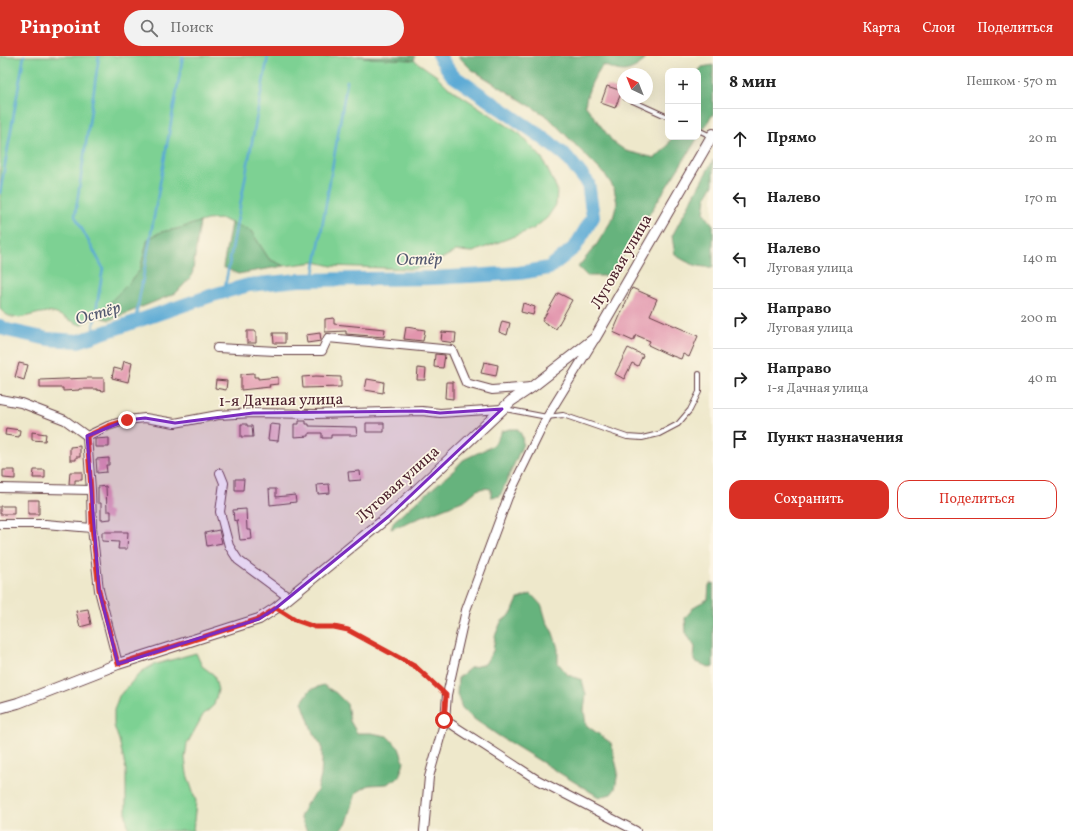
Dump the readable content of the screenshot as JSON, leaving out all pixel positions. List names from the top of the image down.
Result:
{
  "streets": {
    "street": ["Луговая улица", "1-я Дачная улица"]
  },
  "crossings": [
    ["Луговая улица", "1-я Дачная улица"]
  ],
  "water": ["Остёр"],
  "north": "top left",
  "page": {
    "header": "Pinpoint",
    "search": "Поиск",
    "nav": ["Карта", "Слои", "Поделиться"],
    "heading": ["8 мин", "Пешком · 570 m"],
    "map_buttons": ["+", "−"],
    "list": [
      ["Прямо", "20 m"],
      ["Налево", "170 m"],
      ["Налево", "Луговая улица", "140 m"],
      ["Направо", "Луговая улица", "200 m"],
      ["Направо", "1-я Дачная улица", "40 m"],
      "Пункт назначения"
    ],
    "buttons": ["Сохранить", "Поделиться"]
  }
}
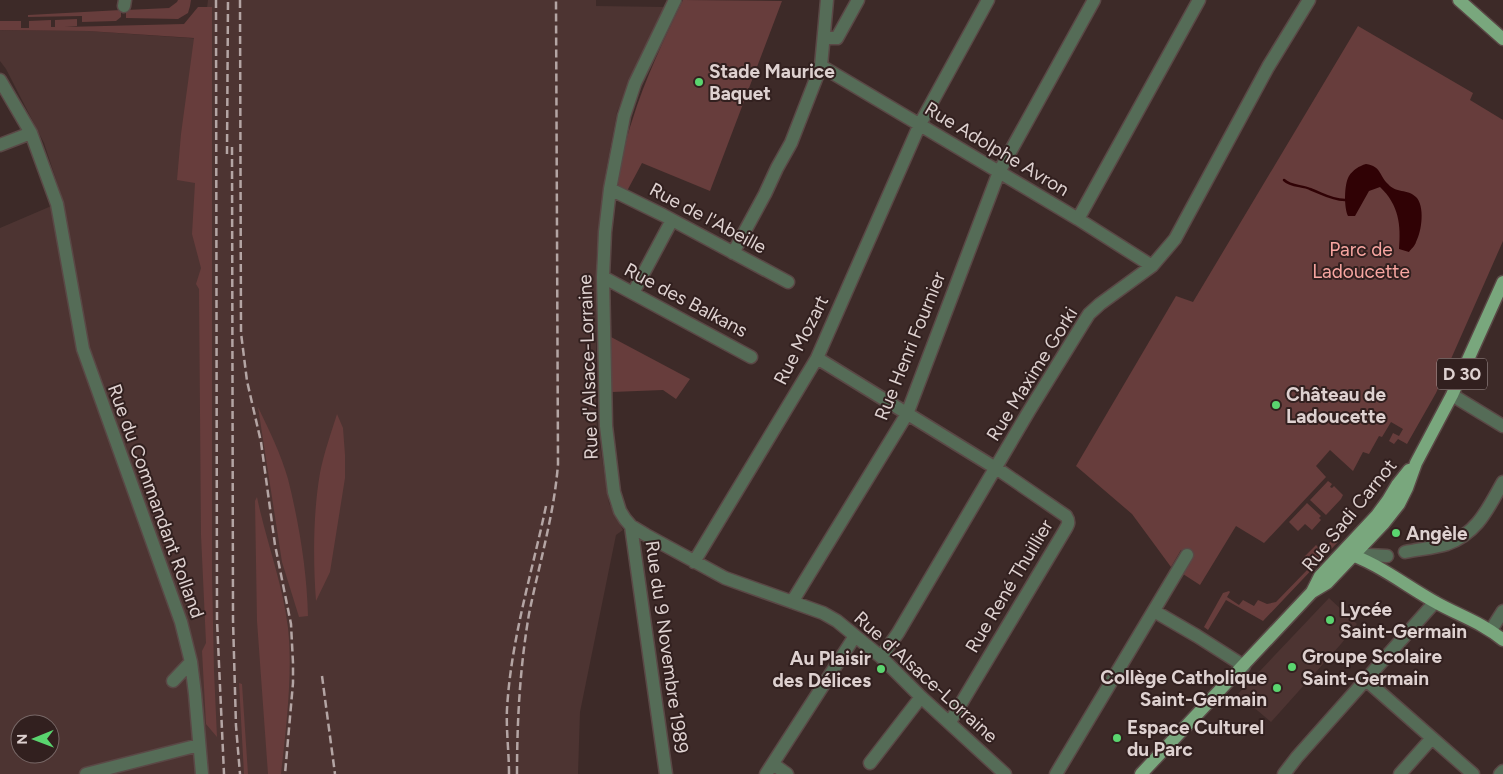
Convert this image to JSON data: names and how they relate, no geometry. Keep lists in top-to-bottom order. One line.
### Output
{"streets":{"main road":["D 30","Rue Sadi Carnot"],"street":["Rue Adolphe Avron","Rue de l'Abeille","Rue des Balkans","Rue Mozart","Rue Henri Fournier","Rue d'Alsace-Lorraine","Rue Maxime Gorki","Rue du Commandant Rolland","Rue René Thuillier","Rue du 9 Novembre 1989"]},"crossings":[["Rue Adolphe Avron","Rue Mozart"],["Rue Adolphe Avron","Rue Henri Fournier"],["Rue Adolphe Avron","Rue Maxime Gorki"],["Rue de l'Abeille","Rue d'Alsace-Lorraine"],["Rue des Balkans","Rue d'Alsace-Lorraine"],["Rue Mozart","Rue d'Alsace-Lorraine"],["Rue Mozart","Rue René Thuillier"],["Rue Henri Fournier","Rue d'Alsace-Lorraine"],["Rue Henri Fournier","Rue René Thuillier"],["Rue d'Alsace-Lorraine","Rue Maxime Gorki"],["Rue d'Alsace-Lorraine","Rue René Thuillier"],["Rue d'Alsace-Lorraine","Rue du 9 Novembre 1989"],["Rue Maxime Gorki","Rue René Thuillier"]],"parks":["Parc de Ladoucette"],"places":["Stade Maurice Baquet","Château de Ladoucette","Angèle","Lycée Saint-Germain","Groupe Scolaire Saint-Germain","Au Plaisir des Délices","Collège Catholique Saint-Germain","Espace Culturel du Parc"],"north":"left"}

**Problem description**
Every line above that includes the word "Луговая" must appear in the answer.

**Answer for this exercise**
    "street": ["Луговая улица", "1-я Дачная улица"]
    ["Луговая улица", "1-я Дачная улица"]
      ["Налево", "Луговая улица", "140 m"],
      ["Направо", "Луговая улица", "200 m"],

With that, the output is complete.